Mike Kelley's picture

This is both epic and beyond stupid at the same time. Epically stupid, maybe. Good lord.

Beautiful footage though...but holy lord...my brain is wrinkling at the stupidity

Robert Nurse's picture

"Stupid" doesn't even begin to describe this stunt. I don't have a drone, I don't fly them. I wouldn't mind though. But, that desire has be shelved because of all the regulation necessitated by this level of STUPIDITY! People always decry government "over regulation" and fail to lay blame at the feet of those that behave irresponsibly.

Steve Gould's picture

It's idiots like this who will ruin it for all of us. Hopefully no one gets killed in the process.

davidlovephotog's picture

Probably doesn't want to be recognized for that jerky camera movement that ruined the shot. So dumb and bad drone operator. Double threat.

Matthew Saville's picture

Can we quit villainizing folks as "the anti-drone crowd", and simply call them the "PLEASE OBEY THE LAW AND DON'T BE STUPID" crowd?

Because, as you mention, while laws are great and all, it requires both obedience and common sense plus a general respect for human life.

Just because drone pilots like this should be dragged out and prosecuted doesn't mean there is an "anti-drone crowd" that is out to "spoil the fun"...

Oliver Kmia's picture

Absolutely, I'm not talking about regular folks but the hardliners who want to forbid drones and pass stricter regulation following each incidents. My point is just to say that it doesn't work (otherwise there would be no crime if every illegal things were respected).

Benton Lam's picture

Regulation doesn't work doesn't mean we don't have a law against it.

As long as we let most people get a driver license, and let them buy beer with the same license as ID, there will be DUI.

The regulations are there to have a legal recourse when they do dumb shit.

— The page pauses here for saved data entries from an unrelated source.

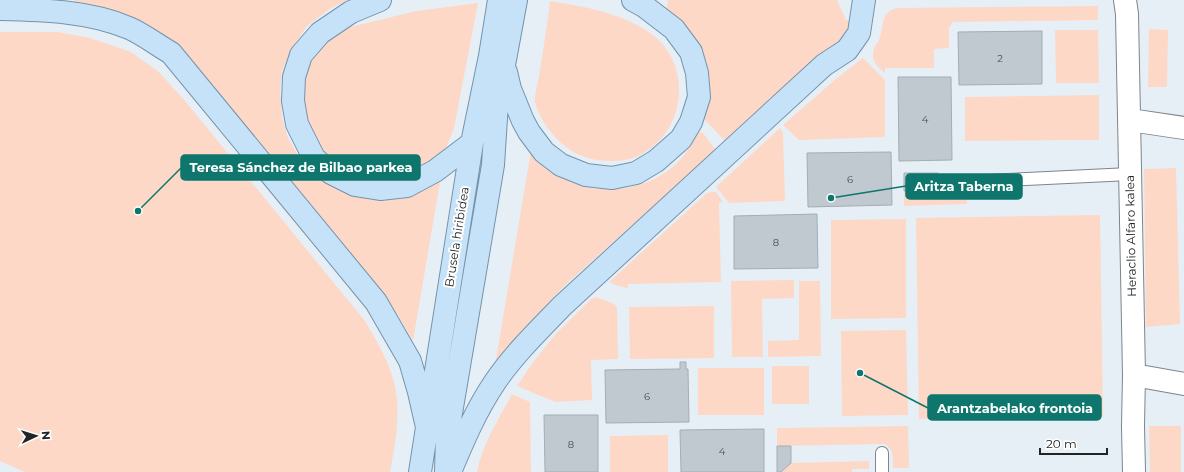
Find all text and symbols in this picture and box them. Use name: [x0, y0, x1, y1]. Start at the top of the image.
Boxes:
house number: 2: [997, 52, 1003, 65]
house number: 4: [922, 113, 929, 126]
callout: Teresa Sánchez de Bilbao parkea: [181, 155, 420, 180]
text: Teresa Sánchez de Bilbao parkea: [189, 159, 413, 175]
house number: 6: [847, 173, 853, 186]
callout: Aritza Taberna: [906, 174, 1022, 199]
street label: Heraclio Alfaro kalea: [1122, 175, 1139, 297]
text: Aritza Taberna: [913, 178, 1014, 194]
street label: Brusela hiribidea: [441, 186, 472, 288]
house number: 8: [773, 236, 779, 249]
house number: 6: [644, 390, 650, 403]
callout: Arantzabelako frontoia: [928, 395, 1101, 420]
text: Arantzabelako frontoia: [936, 400, 1093, 416]
north arrow: [16, 416, 56, 456]
text: N: [39, 430, 53, 440]
scale bar: [1040, 430, 1107, 456]
text: 20 m: [1046, 436, 1077, 451]
house number: 8: [568, 438, 574, 451]
house number: 4: [719, 445, 726, 458]

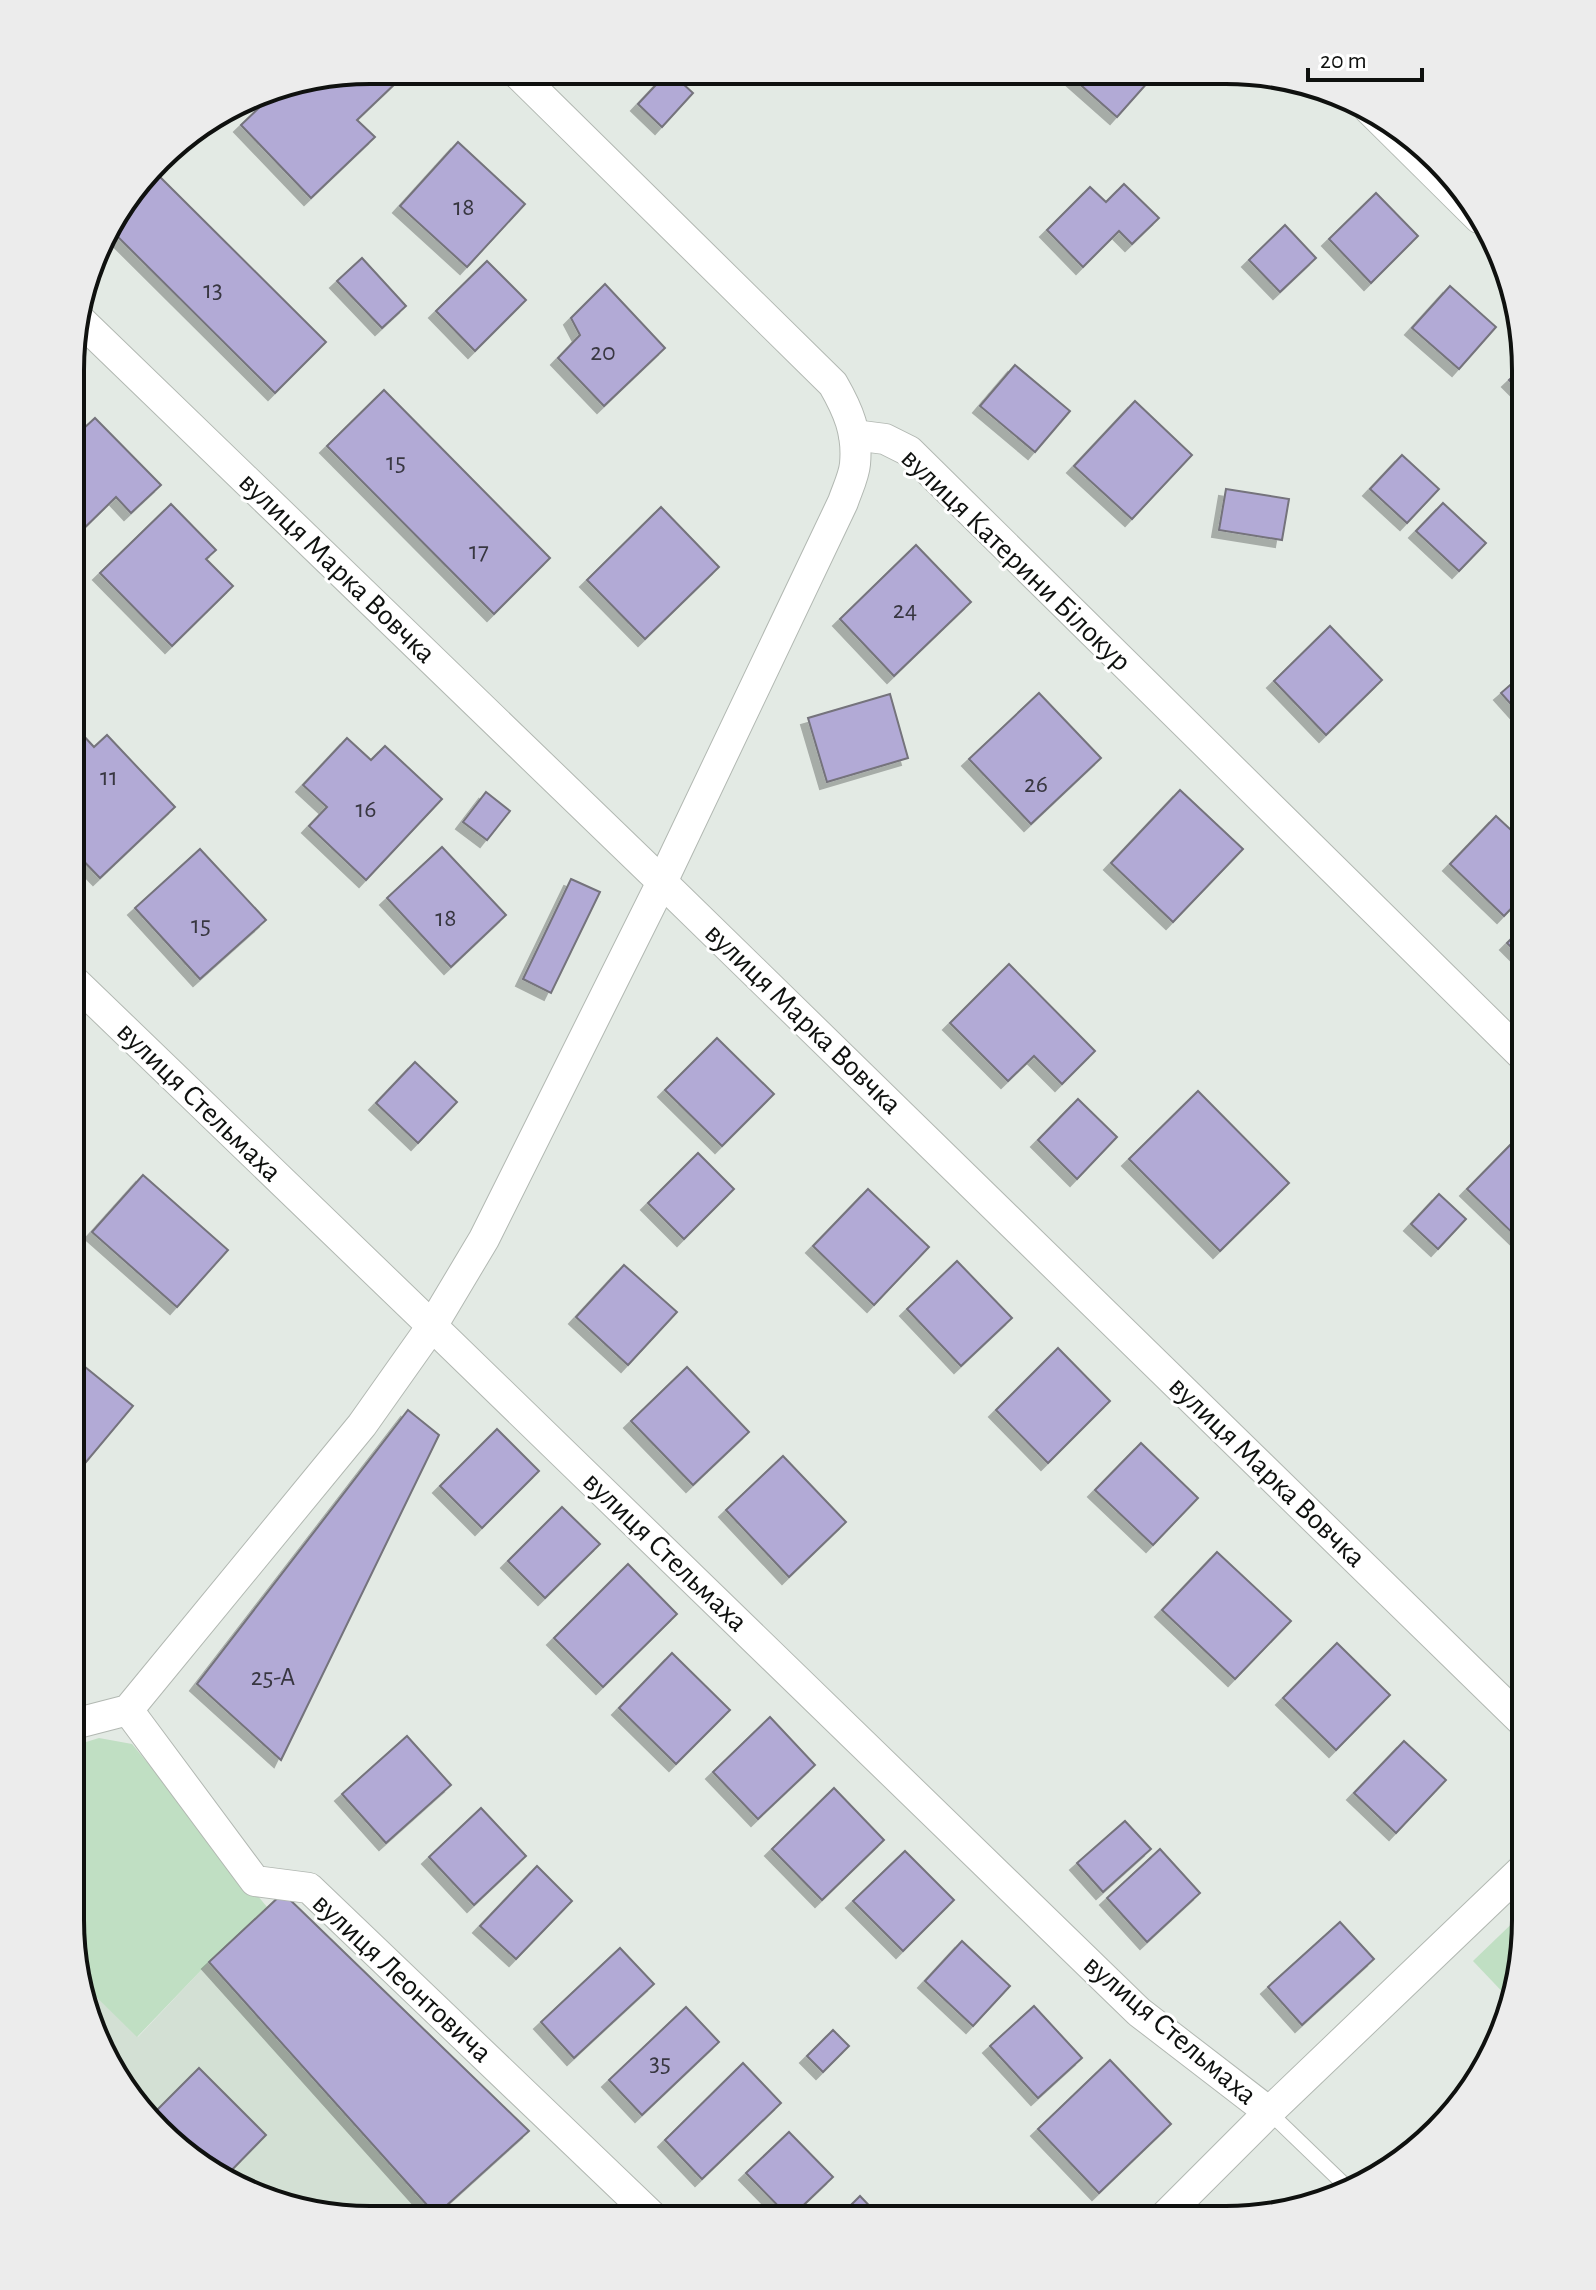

Same for drones. We have regulations to keep the drones clear from airports, and existing laws can probably be argued to keep drones from getting too close to backyards.

They're there to state that there are behaviours that as a society, we do not want, and breaching them will have consequences.

Matthew Saville's picture

This is indeed an age-old issue. "If we make XYZ illegal, it won't stop /criminals/ from doing it, it'll only stop law-abiding citizens!" (this is particularly strong in the pro-gun arguments, but we shouldn't open that can of worms on a photography forum.)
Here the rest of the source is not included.